══ Data provided
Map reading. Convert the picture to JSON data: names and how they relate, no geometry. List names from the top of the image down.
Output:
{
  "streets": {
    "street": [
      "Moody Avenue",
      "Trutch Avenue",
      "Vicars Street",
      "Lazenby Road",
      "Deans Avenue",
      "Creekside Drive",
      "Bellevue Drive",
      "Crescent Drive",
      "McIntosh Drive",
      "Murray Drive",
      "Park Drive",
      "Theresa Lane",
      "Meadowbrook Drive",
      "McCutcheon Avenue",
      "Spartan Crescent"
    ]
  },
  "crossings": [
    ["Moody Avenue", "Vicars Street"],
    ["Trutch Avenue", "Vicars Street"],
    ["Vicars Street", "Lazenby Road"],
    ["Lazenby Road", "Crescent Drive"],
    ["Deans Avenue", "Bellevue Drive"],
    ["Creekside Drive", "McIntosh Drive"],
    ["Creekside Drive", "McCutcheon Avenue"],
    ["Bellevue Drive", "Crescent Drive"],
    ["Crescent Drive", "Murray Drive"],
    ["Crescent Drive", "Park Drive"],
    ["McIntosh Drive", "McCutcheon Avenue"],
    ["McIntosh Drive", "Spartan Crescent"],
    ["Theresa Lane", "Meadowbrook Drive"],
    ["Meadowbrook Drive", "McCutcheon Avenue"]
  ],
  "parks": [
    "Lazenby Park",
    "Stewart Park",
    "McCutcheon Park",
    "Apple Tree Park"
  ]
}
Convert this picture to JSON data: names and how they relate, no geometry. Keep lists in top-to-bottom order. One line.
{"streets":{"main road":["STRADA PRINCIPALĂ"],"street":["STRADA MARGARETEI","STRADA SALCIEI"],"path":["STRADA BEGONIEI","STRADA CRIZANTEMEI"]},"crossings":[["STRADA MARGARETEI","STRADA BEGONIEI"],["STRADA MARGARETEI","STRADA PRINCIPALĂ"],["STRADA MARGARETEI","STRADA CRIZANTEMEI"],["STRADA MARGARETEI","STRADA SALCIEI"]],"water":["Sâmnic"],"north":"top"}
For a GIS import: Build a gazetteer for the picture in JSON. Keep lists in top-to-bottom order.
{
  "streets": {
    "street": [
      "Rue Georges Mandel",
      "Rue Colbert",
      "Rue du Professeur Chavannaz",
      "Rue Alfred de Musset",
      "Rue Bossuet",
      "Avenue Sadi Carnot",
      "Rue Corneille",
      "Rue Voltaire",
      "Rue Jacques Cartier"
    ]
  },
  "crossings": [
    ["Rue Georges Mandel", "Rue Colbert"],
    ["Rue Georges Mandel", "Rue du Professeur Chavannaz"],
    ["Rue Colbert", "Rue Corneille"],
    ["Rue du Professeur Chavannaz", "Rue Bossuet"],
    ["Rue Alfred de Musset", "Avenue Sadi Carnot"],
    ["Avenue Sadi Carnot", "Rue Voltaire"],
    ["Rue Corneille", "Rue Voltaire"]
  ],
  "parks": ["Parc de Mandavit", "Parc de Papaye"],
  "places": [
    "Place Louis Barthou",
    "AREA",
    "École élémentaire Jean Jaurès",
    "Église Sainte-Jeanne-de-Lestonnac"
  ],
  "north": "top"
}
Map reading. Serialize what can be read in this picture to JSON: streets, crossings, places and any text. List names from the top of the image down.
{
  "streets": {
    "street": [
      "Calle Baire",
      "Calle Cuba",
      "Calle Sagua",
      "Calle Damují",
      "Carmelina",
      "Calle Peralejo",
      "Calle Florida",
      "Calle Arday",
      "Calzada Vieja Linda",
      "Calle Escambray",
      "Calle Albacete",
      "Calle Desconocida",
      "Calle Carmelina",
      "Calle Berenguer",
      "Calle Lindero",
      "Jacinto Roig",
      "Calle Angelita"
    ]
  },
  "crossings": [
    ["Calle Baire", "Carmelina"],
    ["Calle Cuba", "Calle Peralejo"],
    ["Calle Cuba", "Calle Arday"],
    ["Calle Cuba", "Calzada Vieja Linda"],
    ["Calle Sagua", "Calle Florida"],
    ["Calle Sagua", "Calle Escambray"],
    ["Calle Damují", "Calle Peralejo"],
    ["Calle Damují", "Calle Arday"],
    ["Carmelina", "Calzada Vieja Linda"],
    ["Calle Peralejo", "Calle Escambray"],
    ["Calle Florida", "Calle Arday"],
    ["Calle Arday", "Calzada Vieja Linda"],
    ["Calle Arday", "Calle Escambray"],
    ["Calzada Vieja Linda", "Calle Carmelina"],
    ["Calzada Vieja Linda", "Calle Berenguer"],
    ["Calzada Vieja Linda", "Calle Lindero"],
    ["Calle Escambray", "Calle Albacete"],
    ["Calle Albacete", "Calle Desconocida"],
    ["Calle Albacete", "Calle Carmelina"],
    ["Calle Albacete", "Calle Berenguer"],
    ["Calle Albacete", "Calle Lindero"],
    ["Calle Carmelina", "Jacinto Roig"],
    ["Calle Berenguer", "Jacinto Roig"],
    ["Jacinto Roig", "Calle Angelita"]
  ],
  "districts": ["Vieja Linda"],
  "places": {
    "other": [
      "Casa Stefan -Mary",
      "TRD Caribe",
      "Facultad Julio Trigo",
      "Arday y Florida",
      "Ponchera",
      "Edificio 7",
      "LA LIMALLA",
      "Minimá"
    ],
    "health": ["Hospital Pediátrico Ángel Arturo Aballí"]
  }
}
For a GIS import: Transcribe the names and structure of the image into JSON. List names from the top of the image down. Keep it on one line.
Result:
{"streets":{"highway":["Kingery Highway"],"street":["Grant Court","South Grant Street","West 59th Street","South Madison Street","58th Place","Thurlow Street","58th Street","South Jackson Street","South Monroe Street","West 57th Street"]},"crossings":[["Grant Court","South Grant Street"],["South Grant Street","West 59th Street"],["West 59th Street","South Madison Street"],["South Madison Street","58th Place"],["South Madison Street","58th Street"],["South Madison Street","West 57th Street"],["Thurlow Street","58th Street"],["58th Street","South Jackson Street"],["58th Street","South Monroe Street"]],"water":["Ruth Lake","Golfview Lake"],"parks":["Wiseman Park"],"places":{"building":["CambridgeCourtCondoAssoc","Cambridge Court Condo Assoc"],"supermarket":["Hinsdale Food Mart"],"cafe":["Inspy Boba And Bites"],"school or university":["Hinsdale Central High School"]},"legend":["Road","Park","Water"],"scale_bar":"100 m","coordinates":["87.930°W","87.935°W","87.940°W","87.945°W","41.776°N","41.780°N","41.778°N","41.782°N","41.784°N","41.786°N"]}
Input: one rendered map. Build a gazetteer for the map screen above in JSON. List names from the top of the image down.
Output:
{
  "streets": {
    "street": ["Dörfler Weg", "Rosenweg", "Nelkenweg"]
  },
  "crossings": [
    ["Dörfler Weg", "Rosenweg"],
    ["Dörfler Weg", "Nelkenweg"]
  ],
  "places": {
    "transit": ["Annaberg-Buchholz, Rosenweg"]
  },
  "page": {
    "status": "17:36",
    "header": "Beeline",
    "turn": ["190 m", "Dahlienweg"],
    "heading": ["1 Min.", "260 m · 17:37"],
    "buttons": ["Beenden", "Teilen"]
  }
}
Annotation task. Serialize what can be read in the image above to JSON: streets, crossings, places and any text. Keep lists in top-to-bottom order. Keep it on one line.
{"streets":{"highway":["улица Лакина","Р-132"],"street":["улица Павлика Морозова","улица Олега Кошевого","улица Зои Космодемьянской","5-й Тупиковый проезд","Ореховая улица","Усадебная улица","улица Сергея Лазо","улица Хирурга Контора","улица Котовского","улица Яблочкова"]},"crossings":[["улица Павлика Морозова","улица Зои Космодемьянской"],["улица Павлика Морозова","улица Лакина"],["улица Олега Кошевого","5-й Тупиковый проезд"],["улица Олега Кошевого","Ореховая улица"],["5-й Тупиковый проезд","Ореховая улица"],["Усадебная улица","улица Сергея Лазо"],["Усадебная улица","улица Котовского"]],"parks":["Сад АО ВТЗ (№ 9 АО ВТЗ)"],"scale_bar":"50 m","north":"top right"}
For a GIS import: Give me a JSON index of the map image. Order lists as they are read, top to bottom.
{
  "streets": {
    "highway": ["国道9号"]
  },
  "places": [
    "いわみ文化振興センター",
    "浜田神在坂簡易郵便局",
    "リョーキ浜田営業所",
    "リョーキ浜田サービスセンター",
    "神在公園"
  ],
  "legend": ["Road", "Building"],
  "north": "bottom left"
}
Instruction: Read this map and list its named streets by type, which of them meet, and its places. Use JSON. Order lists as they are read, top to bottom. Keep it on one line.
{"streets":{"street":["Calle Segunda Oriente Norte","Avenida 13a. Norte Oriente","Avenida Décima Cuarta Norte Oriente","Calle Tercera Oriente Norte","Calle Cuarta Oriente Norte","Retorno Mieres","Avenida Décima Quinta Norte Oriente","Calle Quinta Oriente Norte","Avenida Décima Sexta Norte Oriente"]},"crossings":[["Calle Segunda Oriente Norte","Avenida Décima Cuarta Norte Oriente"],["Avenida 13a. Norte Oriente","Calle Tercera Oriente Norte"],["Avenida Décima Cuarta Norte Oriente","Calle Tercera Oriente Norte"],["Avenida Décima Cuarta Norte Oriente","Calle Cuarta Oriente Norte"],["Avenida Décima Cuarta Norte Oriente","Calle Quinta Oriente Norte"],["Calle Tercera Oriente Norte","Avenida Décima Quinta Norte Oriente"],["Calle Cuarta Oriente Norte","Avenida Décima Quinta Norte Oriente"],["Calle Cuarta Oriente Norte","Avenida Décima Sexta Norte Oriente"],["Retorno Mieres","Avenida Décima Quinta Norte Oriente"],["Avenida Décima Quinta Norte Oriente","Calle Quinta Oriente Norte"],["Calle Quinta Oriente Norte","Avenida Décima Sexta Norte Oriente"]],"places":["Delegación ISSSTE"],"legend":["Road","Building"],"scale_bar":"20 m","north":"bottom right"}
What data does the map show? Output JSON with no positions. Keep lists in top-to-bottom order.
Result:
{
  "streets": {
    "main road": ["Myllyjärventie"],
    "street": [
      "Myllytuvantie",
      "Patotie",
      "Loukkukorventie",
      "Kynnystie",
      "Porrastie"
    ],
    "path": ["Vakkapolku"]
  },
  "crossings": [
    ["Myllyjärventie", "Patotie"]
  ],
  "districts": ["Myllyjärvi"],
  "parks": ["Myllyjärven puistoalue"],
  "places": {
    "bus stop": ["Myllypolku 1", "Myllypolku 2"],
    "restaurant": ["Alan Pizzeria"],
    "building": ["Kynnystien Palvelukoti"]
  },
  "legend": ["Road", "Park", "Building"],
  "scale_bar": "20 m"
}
════
With "Corneille" as the search string, filter the records and return each line that has it.

**Exercise result:**
      "Rue Corneille",
    ["Rue Colbert", "Rue Corneille"],
    ["Rue Corneille", "Rue Voltaire"]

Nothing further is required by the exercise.